## Problem details
Quote the records beneath, complete and exact. Leave out images.

## Input data
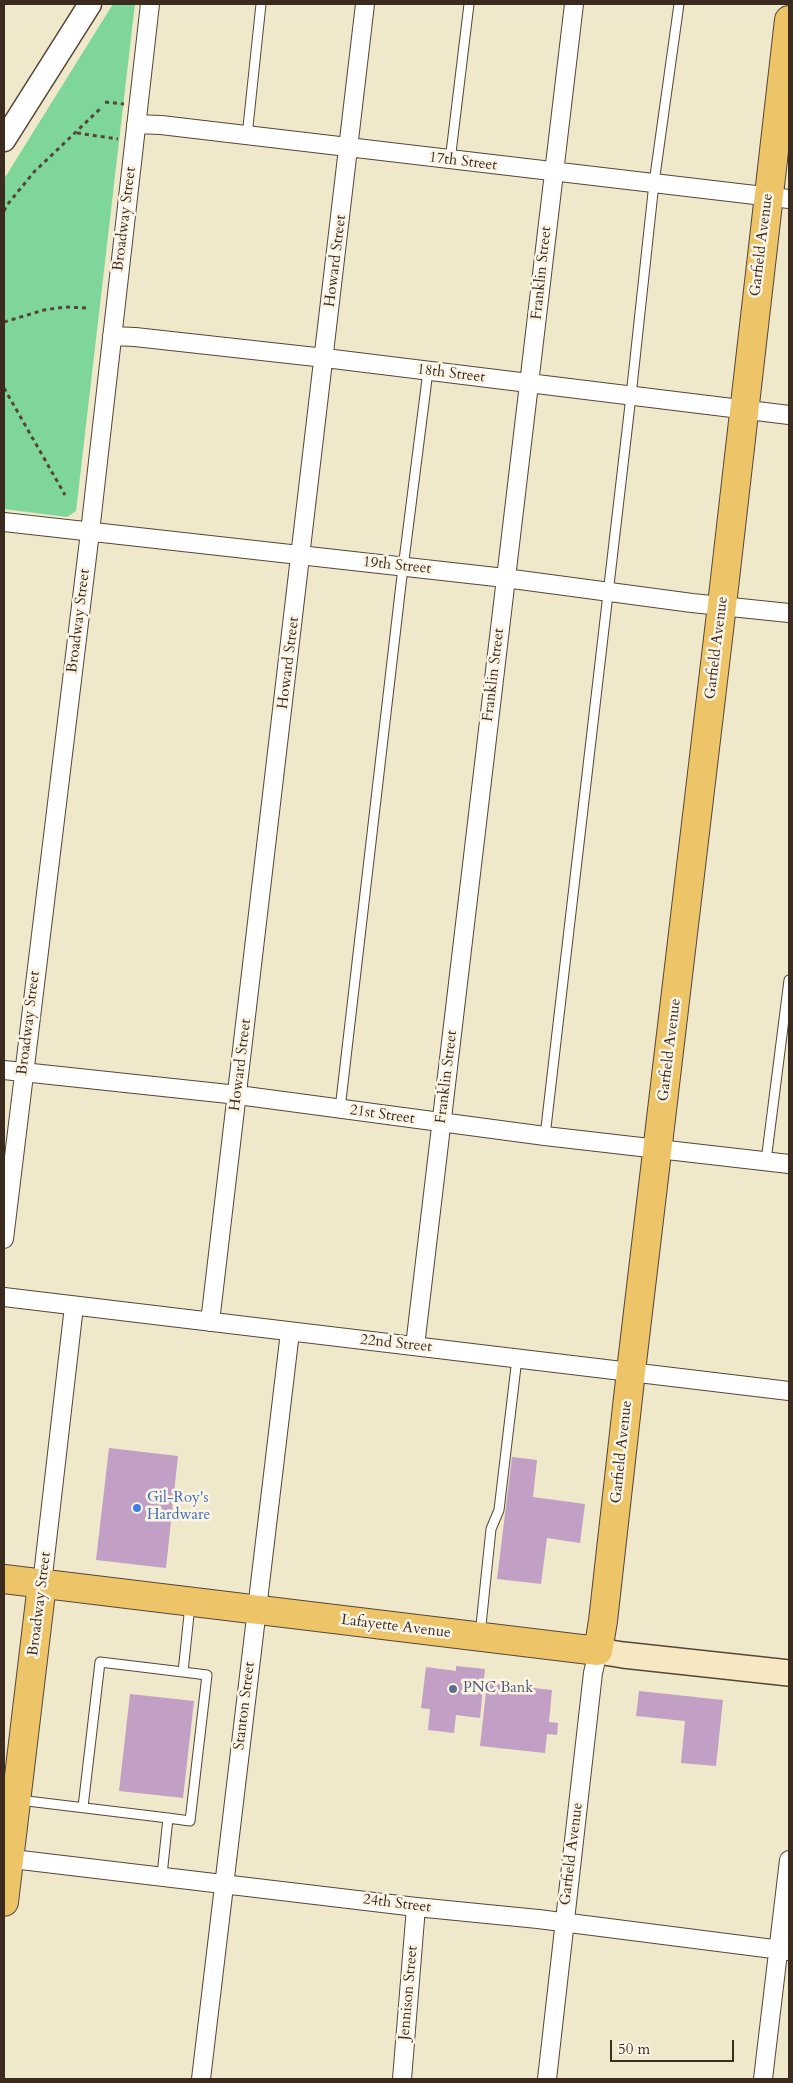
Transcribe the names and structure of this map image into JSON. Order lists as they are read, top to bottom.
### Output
{
  "streets": {
    "main road": ["Broadway Street", "Garfield Avenue", "Lafayette Avenue"],
    "street": [
      "17th Street",
      "Howard Street",
      "Franklin Street",
      "18th Street",
      "19th Street",
      "21st Street",
      "22nd Street",
      "Stanton Street",
      "24th Street",
      "Jennison Street"
    ]
  },
  "crossings": [
    ["17th Street", "Broadway Street"],
    ["17th Street", "Garfield Avenue"],
    ["17th Street", "Howard Street"],
    ["17th Street", "Franklin Street"],
    ["Broadway Street", "18th Street"],
    ["Broadway Street", "19th Street"],
    ["Broadway Street", "21st Street"],
    ["Broadway Street", "22nd Street"],
    ["Broadway Street", "Lafayette Avenue"],
    ["Broadway Street", "24th Street"],
    ["Garfield Avenue", "18th Street"],
    ["Garfield Avenue", "19th Street"],
    ["Garfield Avenue", "21st Street"],
    ["Garfield Avenue", "22nd Street"],
    ["Garfield Avenue", "Lafayette Avenue"],
    ["Garfield Avenue", "24th Street"],
    ["Howard Street", "18th Street"],
    ["Howard Street", "19th Street"],
    ["Howard Street", "21st Street"],
    ["Howard Street", "22nd Street"],
    ["Franklin Street", "18th Street"],
    ["Franklin Street", "19th Street"],
    ["Franklin Street", "21st Street"],
    ["Franklin Street", "22nd Street"],
    ["22nd Street", "Stanton Street"],
    ["Lafayette Avenue", "Stanton Street"],
    ["Stanton Street", "24th Street"],
    ["24th Street", "Jennison Street"]
  ],
  "places": ["Gil-Roy's Hardware", "PNC Bank"],
  "scale_bar": "50 m"
}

## Response area
Transcribe the names and structure of this map image into JSON. Order lists as they are read, top to bottom.
### Output
{
  "streets": {
    "main road": ["Broadway Street", "Garfield Avenue", "Lafayette Avenue"],
    "street": [
      "17th Street",
      "Howard Street",
      "Franklin Street",
      "18th Street",
      "19th Street",
      "21st Street",
      "22nd Street",
      "Stanton Street",
      "24th Street",
      "Jennison Street"
    ]
  },
  "crossings": [
    ["17th Street", "Broadway Street"],
    ["17th Street", "Garfield Avenue"],
    ["17th Street", "Howard Street"],
    ["17th Street", "Franklin Street"],
    ["Broadway Street", "18th Street"],
    ["Broadway Street", "19th Street"],
    ["Broadway Street", "21st Street"],
    ["Broadway Street", "22nd Street"],
    ["Broadway Street", "Lafayette Avenue"],
    ["Broadway Street", "24th Street"],
    ["Garfield Avenue", "18th Street"],
    ["Garfield Avenue", "19th Street"],
    ["Garfield Avenue", "21st Street"],
    ["Garfield Avenue", "22nd Street"],
    ["Garfield Avenue", "Lafayette Avenue"],
    ["Garfield Avenue", "24th Street"],
    ["Howard Street", "18th Street"],
    ["Howard Street", "19th Street"],
    ["Howard Street", "21st Street"],
    ["Howard Street", "22nd Street"],
    ["Franklin Street", "18th Street"],
    ["Franklin Street", "19th Street"],
    ["Franklin Street", "21st Street"],
    ["Franklin Street", "22nd Street"],
    ["22nd Street", "Stanton Street"],
    ["Lafayette Avenue", "Stanton Street"],
    ["Stanton Street", "24th Street"],
    ["24th Street", "Jennison Street"]
  ],
  "places": ["Gil-Roy's Hardware", "PNC Bank"],
  "scale_bar": "50 m"
}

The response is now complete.